Abstract
Objective: The clinical success of a fully tissue-engineered tracheal transplant has indicated that there may be more to using decellularized tissue as a scaffold construct. It has been hypothesized that remnant polypeptides reside in these matrices. We sought to determine the proteome profile of a decellularized laryngeal-tracheal scaffold construct.
Method: A laryngeal-tracheal construct was fabricated using standard decellularization protocols and underwent immunohistochemistry, electron microscopy, biomechanical analysis, and qPCR for total DNA content. Samples from anatomical subsites were prepared for proteomic analysis. Tandem mass-spectrometry (LC-MS/MS) was used to identify peptide sequences and validated using multicolor immunohistochemistry and western blotting.

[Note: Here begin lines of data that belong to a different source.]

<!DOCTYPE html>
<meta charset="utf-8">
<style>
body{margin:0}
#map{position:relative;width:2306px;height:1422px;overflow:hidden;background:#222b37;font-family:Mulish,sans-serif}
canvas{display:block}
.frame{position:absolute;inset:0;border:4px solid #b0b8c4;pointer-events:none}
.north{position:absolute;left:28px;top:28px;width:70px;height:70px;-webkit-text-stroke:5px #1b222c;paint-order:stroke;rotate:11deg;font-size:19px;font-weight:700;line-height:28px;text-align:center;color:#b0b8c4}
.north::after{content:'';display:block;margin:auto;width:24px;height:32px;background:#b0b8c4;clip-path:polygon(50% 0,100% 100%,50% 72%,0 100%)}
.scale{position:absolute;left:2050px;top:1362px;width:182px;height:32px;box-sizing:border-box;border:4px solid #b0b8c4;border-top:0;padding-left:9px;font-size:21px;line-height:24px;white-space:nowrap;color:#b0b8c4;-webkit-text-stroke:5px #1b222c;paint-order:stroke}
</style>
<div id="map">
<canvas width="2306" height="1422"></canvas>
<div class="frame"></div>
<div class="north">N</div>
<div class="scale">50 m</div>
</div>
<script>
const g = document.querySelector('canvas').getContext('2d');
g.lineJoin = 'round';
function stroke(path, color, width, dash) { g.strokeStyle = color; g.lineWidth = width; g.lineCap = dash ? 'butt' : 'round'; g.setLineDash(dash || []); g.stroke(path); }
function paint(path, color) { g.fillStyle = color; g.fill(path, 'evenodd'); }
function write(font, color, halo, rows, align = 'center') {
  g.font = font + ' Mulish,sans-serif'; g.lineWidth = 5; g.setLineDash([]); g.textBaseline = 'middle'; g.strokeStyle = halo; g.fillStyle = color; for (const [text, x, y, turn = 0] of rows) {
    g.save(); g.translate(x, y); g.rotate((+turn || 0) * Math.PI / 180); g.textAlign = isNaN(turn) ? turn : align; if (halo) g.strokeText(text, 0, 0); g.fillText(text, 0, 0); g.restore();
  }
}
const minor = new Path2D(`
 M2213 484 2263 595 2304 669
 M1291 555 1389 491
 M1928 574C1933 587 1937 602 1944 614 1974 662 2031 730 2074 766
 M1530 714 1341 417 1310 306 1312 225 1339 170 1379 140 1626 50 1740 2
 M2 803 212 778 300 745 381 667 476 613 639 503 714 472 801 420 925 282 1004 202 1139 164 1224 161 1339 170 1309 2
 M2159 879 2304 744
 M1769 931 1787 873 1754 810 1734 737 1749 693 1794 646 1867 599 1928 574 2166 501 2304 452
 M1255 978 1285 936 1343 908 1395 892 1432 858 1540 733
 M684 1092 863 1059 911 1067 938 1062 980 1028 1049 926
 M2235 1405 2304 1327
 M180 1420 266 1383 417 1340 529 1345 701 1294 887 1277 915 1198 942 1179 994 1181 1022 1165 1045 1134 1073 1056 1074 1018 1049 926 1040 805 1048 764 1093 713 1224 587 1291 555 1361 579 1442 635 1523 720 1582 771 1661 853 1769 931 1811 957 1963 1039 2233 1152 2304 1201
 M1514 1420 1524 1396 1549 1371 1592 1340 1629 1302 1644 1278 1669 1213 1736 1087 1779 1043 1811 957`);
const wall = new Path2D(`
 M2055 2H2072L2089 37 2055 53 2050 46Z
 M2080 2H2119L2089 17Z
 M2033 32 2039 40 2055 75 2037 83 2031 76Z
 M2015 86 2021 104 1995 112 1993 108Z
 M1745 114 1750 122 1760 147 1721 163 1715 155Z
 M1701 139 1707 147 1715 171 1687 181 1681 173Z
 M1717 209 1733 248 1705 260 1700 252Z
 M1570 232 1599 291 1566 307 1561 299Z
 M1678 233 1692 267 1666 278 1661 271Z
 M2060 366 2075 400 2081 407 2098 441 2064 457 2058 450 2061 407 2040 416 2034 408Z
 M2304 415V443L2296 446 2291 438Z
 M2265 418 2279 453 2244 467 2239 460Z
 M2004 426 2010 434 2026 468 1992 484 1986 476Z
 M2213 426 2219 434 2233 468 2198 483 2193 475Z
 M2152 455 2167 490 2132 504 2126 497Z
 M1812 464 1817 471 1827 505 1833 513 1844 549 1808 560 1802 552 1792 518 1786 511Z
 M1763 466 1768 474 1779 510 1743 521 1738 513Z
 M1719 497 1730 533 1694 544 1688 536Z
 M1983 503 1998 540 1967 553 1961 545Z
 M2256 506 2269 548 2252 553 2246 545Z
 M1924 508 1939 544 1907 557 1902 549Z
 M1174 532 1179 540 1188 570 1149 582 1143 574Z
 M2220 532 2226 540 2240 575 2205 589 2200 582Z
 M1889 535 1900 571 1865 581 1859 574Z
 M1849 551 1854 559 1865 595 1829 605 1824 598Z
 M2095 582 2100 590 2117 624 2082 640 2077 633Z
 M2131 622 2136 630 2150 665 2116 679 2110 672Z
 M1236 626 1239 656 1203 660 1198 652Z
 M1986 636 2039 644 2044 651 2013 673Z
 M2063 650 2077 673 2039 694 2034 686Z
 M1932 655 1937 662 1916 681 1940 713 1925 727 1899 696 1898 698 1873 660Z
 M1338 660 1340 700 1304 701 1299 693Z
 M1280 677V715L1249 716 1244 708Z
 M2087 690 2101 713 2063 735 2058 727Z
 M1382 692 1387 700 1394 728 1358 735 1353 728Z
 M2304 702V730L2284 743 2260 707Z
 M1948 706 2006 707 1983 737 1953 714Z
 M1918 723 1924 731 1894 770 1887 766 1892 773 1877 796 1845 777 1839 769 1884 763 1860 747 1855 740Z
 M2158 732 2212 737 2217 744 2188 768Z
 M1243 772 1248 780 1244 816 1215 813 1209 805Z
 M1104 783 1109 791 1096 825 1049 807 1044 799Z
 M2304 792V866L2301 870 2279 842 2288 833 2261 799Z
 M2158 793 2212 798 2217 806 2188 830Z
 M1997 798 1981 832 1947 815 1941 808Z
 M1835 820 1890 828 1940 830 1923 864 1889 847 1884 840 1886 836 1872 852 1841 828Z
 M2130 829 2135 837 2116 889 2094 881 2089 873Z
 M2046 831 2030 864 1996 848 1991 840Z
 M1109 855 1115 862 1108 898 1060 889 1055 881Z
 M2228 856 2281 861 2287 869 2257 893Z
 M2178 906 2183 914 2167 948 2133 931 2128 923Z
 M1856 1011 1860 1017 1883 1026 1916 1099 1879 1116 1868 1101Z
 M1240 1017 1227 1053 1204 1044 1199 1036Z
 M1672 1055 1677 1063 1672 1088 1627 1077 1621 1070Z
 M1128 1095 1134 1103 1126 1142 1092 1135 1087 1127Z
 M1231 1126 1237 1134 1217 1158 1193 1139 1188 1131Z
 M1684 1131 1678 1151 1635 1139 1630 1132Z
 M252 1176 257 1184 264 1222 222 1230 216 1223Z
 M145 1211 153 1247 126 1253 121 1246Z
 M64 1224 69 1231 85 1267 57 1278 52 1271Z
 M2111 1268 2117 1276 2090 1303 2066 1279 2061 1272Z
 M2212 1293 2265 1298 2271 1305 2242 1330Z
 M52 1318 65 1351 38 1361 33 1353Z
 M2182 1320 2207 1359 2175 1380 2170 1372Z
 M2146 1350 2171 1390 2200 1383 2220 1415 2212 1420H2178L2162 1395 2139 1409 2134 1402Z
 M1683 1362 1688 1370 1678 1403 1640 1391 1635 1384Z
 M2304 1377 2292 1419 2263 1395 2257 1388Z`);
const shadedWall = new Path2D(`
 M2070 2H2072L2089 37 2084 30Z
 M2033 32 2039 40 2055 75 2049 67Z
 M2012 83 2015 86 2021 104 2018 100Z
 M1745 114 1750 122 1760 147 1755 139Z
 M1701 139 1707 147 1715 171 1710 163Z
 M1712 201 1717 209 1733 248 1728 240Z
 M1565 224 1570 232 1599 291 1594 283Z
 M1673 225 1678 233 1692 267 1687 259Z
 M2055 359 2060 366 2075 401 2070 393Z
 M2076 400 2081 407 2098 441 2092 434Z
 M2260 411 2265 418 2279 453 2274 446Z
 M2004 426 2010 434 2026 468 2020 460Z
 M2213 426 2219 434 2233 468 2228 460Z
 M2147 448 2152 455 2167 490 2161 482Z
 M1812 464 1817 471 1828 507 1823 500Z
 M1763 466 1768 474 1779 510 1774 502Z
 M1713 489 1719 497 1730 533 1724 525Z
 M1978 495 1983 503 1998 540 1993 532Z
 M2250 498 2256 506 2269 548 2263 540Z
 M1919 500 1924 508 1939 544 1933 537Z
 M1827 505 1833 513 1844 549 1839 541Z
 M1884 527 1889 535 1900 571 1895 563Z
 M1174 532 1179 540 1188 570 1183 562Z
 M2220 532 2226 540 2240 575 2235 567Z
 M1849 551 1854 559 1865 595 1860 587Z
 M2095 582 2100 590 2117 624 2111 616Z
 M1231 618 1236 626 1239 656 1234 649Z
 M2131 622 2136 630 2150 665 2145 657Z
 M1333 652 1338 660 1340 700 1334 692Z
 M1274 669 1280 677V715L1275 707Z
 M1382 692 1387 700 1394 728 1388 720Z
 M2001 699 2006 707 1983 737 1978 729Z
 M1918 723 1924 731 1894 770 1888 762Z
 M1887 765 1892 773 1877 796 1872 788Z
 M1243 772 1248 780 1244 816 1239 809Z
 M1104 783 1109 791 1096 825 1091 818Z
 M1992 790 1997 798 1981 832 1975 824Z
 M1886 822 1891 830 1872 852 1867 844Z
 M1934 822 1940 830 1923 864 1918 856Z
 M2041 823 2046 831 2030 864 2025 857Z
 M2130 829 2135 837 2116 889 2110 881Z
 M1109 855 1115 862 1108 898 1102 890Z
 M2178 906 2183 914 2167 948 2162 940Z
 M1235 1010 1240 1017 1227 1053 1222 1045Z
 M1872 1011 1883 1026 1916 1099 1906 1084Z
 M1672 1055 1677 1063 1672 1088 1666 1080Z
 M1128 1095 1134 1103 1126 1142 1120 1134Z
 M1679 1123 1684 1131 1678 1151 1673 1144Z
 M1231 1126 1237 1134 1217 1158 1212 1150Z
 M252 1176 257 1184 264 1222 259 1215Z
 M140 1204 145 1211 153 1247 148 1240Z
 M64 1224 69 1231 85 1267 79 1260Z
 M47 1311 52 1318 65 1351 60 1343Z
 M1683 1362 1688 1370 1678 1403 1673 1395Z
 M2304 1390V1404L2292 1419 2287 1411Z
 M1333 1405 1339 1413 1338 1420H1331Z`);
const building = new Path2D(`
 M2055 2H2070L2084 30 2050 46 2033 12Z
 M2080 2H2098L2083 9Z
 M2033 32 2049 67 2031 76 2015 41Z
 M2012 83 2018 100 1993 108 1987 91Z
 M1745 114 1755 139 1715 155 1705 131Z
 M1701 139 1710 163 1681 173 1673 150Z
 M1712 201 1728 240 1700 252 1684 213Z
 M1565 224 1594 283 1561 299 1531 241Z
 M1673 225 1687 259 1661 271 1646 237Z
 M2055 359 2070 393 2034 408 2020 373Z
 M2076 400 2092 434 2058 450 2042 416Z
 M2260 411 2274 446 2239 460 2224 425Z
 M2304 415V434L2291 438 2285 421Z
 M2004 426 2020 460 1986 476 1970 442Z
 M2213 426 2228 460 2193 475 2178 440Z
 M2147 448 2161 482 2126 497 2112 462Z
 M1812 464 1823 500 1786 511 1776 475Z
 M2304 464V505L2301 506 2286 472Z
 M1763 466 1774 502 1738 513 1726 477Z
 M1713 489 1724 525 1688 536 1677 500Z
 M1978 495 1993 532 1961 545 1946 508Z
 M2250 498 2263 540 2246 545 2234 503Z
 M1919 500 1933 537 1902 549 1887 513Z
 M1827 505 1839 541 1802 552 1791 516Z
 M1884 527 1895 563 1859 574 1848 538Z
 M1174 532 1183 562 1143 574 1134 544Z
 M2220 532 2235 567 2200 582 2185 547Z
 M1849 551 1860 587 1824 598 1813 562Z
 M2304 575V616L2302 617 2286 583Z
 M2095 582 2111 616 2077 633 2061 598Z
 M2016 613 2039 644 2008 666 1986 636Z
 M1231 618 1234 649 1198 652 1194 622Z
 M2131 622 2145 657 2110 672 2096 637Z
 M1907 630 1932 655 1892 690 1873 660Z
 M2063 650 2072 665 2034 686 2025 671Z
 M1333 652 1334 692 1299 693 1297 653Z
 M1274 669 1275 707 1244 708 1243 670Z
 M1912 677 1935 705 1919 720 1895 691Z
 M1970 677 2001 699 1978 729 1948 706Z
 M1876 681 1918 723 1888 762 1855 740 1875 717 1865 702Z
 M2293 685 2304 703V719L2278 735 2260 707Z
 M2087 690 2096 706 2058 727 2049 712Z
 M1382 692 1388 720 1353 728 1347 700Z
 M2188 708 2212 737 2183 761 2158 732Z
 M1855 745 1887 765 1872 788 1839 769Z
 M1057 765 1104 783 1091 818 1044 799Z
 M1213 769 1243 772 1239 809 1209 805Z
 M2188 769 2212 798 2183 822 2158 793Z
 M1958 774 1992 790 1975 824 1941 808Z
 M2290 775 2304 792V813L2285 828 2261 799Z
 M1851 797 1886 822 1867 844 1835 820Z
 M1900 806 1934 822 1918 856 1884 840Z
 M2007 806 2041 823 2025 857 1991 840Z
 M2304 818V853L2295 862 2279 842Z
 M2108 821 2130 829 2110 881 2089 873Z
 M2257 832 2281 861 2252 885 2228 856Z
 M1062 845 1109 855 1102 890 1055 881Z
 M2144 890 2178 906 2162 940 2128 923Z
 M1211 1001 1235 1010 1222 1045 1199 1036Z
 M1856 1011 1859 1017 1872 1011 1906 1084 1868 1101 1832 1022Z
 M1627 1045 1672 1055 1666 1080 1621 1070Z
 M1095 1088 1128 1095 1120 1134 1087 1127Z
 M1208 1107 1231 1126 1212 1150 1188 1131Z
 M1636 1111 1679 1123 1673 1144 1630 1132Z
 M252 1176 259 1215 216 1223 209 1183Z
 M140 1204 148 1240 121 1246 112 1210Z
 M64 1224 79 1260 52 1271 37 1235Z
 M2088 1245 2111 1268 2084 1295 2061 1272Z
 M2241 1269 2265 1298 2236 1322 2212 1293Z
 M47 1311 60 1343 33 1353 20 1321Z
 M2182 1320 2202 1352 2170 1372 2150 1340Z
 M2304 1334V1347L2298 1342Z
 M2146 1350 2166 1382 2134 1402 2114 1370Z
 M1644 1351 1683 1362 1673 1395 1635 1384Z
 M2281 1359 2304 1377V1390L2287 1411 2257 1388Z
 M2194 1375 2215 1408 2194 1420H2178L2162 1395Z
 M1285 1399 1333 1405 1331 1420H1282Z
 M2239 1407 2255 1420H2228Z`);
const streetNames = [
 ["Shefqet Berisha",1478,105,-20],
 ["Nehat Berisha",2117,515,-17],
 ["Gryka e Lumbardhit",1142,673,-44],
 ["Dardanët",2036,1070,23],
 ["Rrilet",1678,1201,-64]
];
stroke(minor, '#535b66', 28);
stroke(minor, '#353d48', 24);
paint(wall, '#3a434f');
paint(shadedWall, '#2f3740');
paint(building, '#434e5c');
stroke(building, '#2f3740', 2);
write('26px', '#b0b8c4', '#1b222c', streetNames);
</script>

Results: Decellularization of laryngea-tracheal scaffold airway construct effectively removed cells, MHC components, and DNA while maintaining similar biomechanical properties to native (nondecellularized) tissue. We identified variable expression of polypeptides in the anatomical subsites of the airway scaffold construct. A minimum core set of polypeptides was identified with a subset of proteins with putative roles beyond structural integrity. Of particular interest were small molecular weight polypeptides known to have significant roles in epithelialization and angiogenesis.
Conclusion: We demonstrate that mass spectrometry can be used as a tool to accurately identify residual proteins in a laryngeal-tracheal scaffold. The identification of signaling proteins may be of crucial importance in designing the next generation of “intelligent” off-the-shelf scaffolds.